The Punjab government introduced the Labour Policy in 2018 but it did not include the agriculture sector which covered more than 44 percent of the country’s total labour force.

Why were the provincial governments reluctant to provide legal cover to farm labourers?

Mahmood said the Sindh government’s 2018 Labour Policy ensured protection to farm workers. The provincial government, she said, also introduced “The Sindh Women Agricultural Workers Act 2019” but the ground situation was completely different for peasants and haris of Sindh where they were practically deprived of their rights. The situation in Balochistan, she claimed, was event worse. The feudal lords who sat in the assemblies and governments, she held, were hurdles to the process.

In case the governments included agriculture workers in labour laws, they would be bound to fix the minimum wage, social security and other rights under local and international obligations including the right to form unions, which was unacceptable to feudals and waderas, she said, adding women made over 40 percent of the total agriculture workforce.

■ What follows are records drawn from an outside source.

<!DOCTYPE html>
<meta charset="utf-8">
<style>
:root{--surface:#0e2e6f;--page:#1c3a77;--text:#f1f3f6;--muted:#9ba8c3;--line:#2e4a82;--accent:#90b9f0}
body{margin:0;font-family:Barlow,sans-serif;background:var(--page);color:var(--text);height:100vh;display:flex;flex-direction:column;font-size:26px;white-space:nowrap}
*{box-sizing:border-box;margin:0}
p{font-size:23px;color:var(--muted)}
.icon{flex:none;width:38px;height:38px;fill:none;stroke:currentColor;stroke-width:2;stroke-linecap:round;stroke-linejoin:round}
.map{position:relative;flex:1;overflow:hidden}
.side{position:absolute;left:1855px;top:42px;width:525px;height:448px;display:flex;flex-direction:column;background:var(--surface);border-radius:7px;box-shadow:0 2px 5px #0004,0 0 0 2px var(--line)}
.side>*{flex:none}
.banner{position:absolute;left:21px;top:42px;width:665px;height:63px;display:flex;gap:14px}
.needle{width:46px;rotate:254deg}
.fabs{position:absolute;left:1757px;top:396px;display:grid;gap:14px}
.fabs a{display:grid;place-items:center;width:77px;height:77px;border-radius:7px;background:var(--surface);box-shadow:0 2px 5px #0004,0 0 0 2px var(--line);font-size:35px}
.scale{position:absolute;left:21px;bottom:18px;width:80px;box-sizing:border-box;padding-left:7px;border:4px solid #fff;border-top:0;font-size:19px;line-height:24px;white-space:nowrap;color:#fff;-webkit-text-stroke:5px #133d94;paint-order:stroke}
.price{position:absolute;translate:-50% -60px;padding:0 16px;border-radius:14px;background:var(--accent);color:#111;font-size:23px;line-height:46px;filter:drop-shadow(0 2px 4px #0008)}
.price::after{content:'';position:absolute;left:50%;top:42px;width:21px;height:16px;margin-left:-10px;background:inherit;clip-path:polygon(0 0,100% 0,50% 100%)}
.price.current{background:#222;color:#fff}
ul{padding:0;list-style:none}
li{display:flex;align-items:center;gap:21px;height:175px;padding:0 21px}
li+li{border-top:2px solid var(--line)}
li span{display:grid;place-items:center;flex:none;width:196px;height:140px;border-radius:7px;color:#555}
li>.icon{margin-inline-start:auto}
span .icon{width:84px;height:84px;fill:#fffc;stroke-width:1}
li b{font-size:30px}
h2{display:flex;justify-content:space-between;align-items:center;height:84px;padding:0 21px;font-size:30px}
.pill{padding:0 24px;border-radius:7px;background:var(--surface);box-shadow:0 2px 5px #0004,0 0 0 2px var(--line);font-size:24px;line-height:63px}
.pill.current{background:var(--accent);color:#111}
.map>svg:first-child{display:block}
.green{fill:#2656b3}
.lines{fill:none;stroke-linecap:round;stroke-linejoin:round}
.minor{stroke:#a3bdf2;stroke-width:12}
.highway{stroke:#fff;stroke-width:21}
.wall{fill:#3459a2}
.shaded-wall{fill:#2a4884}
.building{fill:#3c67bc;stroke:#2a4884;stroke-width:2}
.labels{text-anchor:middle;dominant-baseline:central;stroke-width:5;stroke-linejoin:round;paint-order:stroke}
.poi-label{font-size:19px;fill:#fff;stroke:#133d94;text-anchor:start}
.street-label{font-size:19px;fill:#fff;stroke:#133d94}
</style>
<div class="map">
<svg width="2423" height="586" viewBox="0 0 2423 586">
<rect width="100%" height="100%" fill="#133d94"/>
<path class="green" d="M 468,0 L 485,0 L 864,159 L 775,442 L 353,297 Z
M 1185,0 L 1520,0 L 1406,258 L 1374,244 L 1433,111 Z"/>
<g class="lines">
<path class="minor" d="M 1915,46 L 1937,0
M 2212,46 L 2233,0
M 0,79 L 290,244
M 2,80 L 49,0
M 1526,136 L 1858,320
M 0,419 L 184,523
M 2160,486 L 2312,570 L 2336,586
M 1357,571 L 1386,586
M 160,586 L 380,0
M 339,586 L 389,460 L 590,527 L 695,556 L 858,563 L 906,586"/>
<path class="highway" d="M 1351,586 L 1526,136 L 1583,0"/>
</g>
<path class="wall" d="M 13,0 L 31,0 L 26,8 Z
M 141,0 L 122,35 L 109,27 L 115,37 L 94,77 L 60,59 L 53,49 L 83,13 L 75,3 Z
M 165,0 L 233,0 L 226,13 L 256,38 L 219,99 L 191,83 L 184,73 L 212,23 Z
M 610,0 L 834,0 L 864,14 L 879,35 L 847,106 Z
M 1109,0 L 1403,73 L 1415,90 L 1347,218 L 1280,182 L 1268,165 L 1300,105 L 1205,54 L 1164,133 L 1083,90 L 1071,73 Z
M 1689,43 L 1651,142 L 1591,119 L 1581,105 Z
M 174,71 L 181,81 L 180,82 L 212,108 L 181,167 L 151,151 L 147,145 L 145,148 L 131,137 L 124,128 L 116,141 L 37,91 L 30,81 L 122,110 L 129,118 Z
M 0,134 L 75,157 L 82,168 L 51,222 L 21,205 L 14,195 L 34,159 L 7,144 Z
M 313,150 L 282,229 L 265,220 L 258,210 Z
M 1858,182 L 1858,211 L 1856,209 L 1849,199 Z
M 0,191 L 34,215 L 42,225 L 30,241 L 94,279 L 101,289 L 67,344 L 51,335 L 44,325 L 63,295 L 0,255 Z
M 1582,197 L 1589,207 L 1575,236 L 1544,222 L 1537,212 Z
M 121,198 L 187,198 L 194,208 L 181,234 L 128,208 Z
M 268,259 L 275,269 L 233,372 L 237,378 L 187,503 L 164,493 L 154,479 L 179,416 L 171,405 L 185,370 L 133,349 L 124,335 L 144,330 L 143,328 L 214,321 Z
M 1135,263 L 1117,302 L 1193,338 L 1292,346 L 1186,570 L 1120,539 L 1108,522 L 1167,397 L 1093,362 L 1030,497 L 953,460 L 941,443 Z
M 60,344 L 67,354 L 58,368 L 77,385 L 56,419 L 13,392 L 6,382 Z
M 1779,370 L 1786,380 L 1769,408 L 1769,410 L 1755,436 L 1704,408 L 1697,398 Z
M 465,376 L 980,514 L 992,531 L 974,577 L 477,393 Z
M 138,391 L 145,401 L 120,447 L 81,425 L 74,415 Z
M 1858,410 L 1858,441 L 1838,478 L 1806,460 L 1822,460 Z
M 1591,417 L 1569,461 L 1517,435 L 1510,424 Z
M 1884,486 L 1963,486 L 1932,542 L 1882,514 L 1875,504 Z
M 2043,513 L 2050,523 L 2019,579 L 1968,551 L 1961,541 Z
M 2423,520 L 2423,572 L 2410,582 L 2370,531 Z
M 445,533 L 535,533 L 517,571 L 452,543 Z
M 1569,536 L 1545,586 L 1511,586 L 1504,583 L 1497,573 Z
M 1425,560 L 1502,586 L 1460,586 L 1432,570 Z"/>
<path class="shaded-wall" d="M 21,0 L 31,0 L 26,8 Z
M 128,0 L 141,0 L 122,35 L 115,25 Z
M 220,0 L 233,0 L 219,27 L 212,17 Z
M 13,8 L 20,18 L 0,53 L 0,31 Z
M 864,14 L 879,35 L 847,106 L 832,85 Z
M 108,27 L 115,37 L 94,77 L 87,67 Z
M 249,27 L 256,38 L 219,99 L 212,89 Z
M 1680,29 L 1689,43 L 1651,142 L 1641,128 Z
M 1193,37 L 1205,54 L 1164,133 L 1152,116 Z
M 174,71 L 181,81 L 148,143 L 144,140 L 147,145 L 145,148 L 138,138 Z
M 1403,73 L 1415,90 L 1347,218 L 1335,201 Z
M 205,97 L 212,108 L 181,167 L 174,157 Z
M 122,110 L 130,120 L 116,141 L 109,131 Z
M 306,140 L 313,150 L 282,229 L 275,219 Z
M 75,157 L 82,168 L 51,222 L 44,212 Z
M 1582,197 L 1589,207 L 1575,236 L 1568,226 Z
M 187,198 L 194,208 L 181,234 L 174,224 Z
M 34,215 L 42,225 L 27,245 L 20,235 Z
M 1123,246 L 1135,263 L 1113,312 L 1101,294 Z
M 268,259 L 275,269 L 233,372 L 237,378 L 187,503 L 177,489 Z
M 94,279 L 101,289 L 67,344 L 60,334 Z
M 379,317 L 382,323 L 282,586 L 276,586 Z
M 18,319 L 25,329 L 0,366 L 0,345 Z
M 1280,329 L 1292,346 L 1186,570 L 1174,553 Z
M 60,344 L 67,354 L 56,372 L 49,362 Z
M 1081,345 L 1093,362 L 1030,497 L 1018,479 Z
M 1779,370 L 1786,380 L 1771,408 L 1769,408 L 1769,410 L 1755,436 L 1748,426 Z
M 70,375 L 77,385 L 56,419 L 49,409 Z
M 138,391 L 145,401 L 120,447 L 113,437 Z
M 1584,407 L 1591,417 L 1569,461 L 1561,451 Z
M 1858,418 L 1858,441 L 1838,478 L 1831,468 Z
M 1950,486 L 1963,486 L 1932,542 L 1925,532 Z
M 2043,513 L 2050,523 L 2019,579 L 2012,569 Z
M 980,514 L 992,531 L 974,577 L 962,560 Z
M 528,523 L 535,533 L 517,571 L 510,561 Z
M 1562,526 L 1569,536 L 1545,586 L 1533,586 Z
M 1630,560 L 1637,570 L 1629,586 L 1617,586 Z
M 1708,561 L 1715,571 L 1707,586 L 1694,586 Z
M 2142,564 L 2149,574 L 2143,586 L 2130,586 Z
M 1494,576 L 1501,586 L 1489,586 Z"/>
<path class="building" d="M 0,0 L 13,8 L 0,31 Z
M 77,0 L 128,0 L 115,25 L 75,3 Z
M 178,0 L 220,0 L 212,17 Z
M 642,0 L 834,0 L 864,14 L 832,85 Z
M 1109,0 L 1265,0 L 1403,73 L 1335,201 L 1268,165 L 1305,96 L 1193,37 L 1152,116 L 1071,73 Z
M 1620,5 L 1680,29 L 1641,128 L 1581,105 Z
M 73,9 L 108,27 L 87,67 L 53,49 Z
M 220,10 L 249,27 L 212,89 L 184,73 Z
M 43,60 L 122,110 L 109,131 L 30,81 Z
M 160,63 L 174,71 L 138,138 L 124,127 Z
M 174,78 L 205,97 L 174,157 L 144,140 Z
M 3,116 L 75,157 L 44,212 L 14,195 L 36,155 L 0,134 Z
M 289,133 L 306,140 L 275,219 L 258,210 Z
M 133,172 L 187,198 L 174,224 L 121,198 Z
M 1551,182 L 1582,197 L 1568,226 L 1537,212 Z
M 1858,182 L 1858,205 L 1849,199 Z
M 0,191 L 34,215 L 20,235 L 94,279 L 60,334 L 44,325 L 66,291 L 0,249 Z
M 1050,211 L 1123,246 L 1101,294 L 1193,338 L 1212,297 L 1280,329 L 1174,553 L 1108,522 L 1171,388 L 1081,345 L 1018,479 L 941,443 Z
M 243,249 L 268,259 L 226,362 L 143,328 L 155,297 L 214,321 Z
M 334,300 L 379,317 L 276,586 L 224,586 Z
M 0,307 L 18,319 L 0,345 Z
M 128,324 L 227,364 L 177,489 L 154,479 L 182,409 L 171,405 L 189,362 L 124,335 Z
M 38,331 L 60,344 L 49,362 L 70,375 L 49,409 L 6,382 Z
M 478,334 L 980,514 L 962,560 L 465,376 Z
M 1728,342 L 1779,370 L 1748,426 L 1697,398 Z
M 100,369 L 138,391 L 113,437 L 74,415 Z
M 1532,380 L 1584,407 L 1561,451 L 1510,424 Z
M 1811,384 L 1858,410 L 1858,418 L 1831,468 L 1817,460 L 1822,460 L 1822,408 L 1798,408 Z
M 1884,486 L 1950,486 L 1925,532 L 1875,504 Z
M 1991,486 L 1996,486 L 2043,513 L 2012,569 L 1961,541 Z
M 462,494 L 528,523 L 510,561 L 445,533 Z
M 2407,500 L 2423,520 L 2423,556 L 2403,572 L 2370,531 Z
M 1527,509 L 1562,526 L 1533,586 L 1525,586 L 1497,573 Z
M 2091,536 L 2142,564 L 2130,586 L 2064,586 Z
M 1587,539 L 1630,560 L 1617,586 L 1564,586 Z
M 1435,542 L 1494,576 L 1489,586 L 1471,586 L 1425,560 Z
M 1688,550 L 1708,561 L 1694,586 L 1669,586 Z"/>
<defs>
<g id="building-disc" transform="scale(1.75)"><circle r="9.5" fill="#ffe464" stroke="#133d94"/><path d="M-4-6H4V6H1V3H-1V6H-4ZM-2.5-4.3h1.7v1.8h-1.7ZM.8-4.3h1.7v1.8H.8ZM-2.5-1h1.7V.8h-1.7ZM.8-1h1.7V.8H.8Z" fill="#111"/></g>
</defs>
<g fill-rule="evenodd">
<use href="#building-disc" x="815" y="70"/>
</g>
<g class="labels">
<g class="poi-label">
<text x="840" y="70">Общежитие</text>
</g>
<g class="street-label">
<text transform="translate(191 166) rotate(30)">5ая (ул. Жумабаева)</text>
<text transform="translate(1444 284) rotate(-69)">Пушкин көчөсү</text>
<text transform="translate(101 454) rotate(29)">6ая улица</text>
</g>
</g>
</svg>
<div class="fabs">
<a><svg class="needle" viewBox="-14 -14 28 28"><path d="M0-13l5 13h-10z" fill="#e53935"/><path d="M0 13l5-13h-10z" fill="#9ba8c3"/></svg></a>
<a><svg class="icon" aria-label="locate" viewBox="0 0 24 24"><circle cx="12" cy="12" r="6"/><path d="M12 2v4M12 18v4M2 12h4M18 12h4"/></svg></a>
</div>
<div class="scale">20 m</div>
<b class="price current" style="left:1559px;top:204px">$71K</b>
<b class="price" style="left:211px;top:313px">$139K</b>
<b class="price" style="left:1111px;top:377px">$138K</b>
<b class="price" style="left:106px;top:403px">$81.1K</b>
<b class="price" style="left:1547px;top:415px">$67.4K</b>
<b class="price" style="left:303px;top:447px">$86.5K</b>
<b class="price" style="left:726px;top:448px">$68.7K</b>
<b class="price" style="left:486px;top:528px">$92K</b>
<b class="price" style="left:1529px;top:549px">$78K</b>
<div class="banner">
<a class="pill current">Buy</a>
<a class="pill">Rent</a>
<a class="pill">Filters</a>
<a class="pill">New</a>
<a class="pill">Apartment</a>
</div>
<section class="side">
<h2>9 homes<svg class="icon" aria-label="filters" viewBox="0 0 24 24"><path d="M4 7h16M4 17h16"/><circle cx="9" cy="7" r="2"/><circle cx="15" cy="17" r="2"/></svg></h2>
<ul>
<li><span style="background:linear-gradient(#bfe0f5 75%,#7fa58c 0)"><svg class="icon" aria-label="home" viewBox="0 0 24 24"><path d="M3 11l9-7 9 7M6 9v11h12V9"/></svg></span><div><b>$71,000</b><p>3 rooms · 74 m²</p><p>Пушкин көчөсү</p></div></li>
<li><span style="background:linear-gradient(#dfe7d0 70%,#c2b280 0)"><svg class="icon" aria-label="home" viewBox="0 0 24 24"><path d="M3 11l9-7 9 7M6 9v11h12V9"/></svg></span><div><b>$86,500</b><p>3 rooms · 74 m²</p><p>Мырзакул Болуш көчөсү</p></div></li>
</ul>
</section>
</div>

The Punjab Domestic Workers Act 2019, she continued, gave cover to the rights and entitlements to domestic workers (over 80 percent women), including minimum wages, leaves, holidays, maternity benefits, accommodation, medical benefits etc. but again, she added, the implementation was seen nowhere. The rules and regulations, she said, for the implementation of the domestic workers act had not been finalised so far. Similarly, she added the provincial government was also working on laws for home-based employees and the fear was same – the enforcement.

Majority of factory owners, Mahmood said, hired women workers through third party contract, depriving them from benefits under labour laws. On a visit of the government officials to a factory, the employer shared no data of sub-contractors with them, she said, narrating the reason behind the low ratio of women workers, which was being claimed as only 20 to 24 percent in the country. The actual percentage was much higher than the claims, she said.

She was of the view the governments did not lack capacity to protect women workers. The real issue, she said, was the absence of political willpower and corruption.